Stored data entries
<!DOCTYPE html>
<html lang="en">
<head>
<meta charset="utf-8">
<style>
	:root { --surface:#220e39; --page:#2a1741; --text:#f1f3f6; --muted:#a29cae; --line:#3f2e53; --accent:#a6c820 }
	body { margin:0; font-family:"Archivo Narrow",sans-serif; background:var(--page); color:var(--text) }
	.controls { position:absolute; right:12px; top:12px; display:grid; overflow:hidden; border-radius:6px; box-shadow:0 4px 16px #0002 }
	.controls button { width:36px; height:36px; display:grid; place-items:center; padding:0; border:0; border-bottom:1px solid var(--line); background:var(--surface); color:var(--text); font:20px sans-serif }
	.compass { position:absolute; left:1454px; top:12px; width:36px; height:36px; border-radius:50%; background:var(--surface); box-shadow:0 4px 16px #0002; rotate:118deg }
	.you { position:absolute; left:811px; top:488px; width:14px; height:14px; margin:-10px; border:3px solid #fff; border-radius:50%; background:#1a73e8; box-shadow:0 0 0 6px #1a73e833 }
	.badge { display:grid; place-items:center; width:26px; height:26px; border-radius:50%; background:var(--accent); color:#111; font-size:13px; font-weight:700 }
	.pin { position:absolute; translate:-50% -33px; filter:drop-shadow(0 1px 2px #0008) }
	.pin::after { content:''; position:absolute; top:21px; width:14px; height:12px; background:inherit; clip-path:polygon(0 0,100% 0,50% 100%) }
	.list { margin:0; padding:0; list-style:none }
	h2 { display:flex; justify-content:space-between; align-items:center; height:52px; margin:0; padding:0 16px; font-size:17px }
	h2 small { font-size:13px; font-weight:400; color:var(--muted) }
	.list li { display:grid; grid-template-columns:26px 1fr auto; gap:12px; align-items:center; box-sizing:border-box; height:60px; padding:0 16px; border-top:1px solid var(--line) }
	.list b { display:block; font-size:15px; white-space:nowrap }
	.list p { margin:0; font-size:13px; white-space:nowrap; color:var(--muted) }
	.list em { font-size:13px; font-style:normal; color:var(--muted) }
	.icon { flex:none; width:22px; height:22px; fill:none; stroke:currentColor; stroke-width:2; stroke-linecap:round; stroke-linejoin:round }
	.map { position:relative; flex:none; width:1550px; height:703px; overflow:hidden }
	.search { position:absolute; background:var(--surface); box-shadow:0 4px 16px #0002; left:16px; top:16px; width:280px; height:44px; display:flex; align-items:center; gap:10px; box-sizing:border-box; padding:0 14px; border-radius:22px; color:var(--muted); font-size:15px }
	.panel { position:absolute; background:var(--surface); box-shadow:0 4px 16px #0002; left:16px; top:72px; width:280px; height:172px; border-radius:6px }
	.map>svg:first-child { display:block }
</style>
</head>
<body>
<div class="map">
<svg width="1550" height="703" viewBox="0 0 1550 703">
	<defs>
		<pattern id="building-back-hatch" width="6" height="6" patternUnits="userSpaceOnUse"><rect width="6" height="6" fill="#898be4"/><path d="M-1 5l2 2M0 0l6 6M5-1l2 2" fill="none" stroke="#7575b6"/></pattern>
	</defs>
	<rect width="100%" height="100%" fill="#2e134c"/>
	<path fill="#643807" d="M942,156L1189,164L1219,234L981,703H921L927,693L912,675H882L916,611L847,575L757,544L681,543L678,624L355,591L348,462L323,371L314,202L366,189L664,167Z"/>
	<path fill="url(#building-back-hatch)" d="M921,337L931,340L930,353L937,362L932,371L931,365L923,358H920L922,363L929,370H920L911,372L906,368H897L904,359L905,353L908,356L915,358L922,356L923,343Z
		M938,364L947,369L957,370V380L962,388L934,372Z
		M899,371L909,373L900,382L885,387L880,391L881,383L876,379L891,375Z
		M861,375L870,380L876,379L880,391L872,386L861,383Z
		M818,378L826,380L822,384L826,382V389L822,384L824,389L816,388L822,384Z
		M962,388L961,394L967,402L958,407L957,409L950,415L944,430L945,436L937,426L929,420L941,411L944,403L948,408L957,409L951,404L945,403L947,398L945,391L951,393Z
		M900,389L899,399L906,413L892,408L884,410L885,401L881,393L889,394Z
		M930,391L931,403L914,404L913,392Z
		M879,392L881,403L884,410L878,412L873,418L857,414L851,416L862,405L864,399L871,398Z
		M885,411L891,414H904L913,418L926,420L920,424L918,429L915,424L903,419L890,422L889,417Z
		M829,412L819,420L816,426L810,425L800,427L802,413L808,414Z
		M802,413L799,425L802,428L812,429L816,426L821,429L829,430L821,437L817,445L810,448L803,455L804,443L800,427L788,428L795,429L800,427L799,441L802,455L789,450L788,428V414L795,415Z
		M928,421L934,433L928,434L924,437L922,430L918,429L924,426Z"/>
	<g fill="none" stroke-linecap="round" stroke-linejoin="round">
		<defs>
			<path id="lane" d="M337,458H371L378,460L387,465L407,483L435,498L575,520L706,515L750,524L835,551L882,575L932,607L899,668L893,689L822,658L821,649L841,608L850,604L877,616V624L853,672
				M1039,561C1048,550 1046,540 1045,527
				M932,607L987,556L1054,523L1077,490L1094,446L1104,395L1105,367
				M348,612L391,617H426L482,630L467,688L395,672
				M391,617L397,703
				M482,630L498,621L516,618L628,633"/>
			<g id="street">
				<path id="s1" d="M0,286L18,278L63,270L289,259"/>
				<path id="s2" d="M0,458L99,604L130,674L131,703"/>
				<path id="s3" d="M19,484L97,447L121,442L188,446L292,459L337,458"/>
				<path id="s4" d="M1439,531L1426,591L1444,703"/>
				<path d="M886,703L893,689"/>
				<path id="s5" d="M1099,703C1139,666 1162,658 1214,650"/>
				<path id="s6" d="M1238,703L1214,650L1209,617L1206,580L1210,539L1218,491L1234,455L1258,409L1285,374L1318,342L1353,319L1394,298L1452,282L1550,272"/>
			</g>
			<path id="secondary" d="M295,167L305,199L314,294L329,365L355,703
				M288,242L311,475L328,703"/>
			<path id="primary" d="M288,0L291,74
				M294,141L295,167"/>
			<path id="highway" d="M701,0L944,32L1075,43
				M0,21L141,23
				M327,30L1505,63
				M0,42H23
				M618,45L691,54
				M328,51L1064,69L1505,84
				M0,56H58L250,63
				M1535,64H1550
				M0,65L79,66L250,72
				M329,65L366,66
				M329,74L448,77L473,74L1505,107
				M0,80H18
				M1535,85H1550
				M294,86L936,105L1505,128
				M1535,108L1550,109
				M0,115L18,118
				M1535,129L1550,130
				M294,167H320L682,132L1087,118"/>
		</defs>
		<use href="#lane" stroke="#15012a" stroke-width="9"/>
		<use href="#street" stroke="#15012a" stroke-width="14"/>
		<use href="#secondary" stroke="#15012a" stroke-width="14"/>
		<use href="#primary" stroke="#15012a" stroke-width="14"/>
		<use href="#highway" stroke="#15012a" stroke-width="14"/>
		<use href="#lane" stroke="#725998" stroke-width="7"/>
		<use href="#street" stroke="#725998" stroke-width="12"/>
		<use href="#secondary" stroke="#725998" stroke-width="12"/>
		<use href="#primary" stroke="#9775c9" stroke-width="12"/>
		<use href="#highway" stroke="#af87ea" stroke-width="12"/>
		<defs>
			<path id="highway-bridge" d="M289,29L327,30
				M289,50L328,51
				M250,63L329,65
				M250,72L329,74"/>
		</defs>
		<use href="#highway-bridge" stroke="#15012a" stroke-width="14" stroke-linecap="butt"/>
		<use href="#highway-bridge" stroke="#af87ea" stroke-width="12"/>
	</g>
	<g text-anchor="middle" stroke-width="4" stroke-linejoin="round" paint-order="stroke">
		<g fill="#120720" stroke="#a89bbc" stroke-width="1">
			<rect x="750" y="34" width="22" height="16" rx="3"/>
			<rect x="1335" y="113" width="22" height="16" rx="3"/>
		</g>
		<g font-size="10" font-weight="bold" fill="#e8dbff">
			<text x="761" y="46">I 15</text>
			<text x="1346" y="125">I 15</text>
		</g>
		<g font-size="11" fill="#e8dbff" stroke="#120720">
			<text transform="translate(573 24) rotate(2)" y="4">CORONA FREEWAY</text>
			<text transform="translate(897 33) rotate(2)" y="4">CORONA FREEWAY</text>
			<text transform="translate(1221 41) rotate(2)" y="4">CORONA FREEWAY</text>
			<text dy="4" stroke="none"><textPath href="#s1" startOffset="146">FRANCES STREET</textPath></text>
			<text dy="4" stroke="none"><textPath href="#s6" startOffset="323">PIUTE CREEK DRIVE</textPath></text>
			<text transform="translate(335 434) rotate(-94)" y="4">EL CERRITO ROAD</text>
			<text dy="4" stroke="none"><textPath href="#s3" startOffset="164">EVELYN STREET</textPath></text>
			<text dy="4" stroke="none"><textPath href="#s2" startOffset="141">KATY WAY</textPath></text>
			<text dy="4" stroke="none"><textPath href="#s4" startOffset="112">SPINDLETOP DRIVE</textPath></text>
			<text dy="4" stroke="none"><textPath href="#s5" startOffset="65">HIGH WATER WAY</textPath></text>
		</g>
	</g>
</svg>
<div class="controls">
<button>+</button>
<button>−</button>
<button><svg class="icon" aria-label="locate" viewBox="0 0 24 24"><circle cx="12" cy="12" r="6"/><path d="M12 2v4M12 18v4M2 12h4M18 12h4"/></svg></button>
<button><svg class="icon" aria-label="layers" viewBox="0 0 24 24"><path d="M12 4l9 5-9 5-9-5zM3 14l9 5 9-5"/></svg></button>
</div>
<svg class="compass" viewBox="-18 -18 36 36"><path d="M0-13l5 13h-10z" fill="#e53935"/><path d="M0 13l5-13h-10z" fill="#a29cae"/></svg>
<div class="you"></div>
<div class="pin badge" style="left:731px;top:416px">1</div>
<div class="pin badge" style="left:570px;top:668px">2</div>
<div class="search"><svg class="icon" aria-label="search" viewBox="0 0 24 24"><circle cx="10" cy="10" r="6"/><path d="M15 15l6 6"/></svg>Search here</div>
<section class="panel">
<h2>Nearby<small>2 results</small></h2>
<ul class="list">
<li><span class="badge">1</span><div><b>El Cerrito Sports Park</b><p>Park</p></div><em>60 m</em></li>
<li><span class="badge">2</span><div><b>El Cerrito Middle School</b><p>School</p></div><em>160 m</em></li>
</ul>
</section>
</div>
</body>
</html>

=== PROBLEM DESCRIPTION ===
In the entries above, please find the line with "display:block; font-size:15px; white-space:nowrap" and the line with "flex:none; width:22px; height:22px;", then write out exactly those two lines and every line between them, and nothing more.

=== ANSWER TO THE PROBLEM ===
	.list b { display:block; font-size:15px; white-space:nowrap }
	.list p { margin:0; font-size:13px; white-space:nowrap; color:var(--muted) }
	.list em { font-size:13px; font-style:normal; color:var(--muted) }
	.icon { flex:none; width:22px; height:22px; fill:none; stroke:currentColor; stroke-width:2; stroke-linecap:round; stroke-linejoin:round }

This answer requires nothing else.